But first things first. By the time you read this, Peter Parker may well be dead and buried. For the past couple months Bendis has been unspooling a world-changing story arc for the Ultimate Spider-Man title he has written since its 2000 launch. It's called "Death of Spider-Man," and at press time, issue No. 158 found Peter Parker nursing a nasty bullet wound and facing down a band of his most fearsome enemies.
The final moments come in issue No. 160 (released June 22), and when we talked to Bendis in May, it was clear writing the installment stirred some heavy emotions in him. Maybe it's because he and Peter Parker have been friends for so long.
"By age 6, I made an early proclamation that I was dedicating my life to writing and drawing Spider-Man," Bendis recalls.

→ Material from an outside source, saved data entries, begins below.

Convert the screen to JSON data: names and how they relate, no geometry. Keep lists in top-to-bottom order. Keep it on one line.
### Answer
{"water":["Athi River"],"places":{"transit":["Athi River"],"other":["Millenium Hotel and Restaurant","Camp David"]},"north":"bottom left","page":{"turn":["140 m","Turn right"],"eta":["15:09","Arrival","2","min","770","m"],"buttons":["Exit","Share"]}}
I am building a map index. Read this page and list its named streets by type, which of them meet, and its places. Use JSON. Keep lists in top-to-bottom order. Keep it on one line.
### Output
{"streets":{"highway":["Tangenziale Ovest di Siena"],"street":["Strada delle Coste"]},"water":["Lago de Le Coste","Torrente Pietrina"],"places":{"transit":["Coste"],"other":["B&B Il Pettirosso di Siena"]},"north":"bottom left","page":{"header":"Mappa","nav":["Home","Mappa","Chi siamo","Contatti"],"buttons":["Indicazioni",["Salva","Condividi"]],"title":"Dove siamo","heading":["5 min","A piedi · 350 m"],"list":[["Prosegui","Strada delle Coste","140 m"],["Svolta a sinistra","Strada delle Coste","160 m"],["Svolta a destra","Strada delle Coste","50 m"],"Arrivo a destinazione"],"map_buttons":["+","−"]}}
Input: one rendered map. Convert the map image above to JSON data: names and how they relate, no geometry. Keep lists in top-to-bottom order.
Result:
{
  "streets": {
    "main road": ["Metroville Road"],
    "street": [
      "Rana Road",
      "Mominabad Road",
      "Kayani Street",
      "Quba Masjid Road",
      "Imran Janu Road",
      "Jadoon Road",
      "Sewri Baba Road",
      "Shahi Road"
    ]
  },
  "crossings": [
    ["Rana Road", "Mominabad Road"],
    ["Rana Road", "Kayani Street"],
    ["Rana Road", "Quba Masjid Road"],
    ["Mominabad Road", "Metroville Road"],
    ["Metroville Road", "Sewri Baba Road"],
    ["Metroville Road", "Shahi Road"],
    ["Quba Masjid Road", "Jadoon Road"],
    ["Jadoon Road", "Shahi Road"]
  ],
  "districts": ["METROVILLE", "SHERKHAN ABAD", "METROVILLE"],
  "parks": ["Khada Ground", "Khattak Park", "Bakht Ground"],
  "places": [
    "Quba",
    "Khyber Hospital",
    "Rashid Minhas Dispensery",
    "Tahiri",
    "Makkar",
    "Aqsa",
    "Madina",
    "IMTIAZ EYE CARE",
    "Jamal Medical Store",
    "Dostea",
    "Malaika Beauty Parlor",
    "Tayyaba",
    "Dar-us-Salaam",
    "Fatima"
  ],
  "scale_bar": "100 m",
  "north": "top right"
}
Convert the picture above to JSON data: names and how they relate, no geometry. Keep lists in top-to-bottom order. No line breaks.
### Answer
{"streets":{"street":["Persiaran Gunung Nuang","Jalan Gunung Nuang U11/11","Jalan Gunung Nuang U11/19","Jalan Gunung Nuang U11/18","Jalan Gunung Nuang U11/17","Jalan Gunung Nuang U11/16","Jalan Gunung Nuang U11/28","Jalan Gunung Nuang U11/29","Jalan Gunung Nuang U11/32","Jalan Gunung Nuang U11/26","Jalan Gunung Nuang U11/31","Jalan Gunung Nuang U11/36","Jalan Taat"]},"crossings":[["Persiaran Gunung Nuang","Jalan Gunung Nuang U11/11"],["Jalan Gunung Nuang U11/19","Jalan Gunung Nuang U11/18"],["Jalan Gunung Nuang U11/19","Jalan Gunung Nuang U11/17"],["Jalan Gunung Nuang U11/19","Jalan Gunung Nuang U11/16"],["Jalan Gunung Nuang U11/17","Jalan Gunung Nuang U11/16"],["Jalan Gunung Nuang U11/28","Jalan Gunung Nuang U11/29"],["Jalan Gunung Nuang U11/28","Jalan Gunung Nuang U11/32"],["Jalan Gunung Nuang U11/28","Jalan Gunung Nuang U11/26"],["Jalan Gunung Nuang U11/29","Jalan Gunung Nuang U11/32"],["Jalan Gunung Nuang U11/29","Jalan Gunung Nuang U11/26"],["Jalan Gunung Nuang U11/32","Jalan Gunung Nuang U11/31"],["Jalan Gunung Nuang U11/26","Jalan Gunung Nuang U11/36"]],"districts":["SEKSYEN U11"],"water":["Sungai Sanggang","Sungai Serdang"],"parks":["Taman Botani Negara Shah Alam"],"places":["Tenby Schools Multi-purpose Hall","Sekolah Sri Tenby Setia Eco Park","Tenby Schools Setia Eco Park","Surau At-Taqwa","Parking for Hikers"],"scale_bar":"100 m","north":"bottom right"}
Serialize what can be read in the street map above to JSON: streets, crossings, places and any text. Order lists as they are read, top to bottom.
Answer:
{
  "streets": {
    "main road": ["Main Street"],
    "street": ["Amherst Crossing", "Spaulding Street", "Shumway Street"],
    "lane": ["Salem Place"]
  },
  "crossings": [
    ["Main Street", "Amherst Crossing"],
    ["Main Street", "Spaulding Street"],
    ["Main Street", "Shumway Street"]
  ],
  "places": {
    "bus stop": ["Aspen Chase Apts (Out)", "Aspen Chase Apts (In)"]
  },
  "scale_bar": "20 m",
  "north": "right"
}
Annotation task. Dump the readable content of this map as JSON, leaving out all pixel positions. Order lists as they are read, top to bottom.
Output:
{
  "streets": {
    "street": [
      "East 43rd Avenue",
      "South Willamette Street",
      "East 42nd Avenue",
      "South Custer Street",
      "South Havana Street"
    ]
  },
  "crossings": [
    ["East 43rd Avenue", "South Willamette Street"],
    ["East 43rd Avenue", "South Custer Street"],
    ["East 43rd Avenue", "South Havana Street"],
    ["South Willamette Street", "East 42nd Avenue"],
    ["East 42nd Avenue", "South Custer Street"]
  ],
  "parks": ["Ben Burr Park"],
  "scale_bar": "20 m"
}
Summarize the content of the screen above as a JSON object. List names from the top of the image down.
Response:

The skinny kid from University Heights spent every dime he had on the art form popularized by Superman creators Jerry Siegel and Joe Shuster, who had grown up five miles away in Glenville.
Bendis never outgrew his superhero phase, working the patience of faculty at the Hebrew Academy of Cleveland during his teen years. "I was annoying the crap out of my rabbis and teachers with my constant doodling of Spider-Man, Captain America and the Punisher," he says.
Following high school, he enrolled at the Cleveland Insitute of Art. A year later, he also got the job at Super City Comics, another place where he spent hour upon hour creating. "I was always drawing behind the counter," Bendis says.
And when he did, his mind drifted beyond Euclid Avenue to the rusting city's more suspect street corners and suspicious lurkers. He merged real people and places with his wild imagination to write and draw an alternative world — a violent caricature of the one he inhabited. He populated his unforgiving city of sleaze with grifters, gangsters and bounty hunters. They talked like real people (mostly Bendis and his friends) and hung out in the dark alleys and all-night diners he passed by on his bus ride to the comic shop.
"Brian was going to make it, no matter what," says Jim Williams, Bendis' former manager at Super City Comics and the current owner of Comic Heaven in Willoughby. "It wasn't cockiness. It wasn't arrogance. It was dedication."
Bendis gained national attention for his 1996 series Jinx. Think of it as The Good, The Bad and The Ugly by way of the Crooked River. He then exhumed a gruesome chunk of Cleveland's history in 1998 with Torso, a fictional account of former safety director Eliot Ness' attempt to catch the Torso Killer.
Jinx and Torso were gritty parables about broken people that helped Bendis get the attention of Marvel Comics, who chose him to bring its Ultimate Spider-Man title to life. The Ultimate titles are an alternate universe of sorts, a way for Marvel to free writers to reinvent iconic characters. Under Bendis' guidance, Spider-Man was reborn, starting with the radioactive spider bite that gave Peter Parker his powers.
Bendis, who now lives in Portland, Ore., says he learned a few things from how readers reacted to Superman's death 19 years ago. Like many fans, he was disappointed by the story. It's something Bendis says he thought about a lot while crafting "Death of Spider-Man."
They're going to sell a million copies of these. It should be the best comic ever made, he recalls thinking about Superman's demise. "I have come to this book with that feeling."
Bendis is confident readers will be more satisfied with "Death of Spider-Man." There will, of course, be one similarity. After a temporary dirt nap, the Man of Steel came back to life. A new Ultimate Spider-Man will emerge this fall, too, Bendis says: "One who will look at the legacy differently and have different powers."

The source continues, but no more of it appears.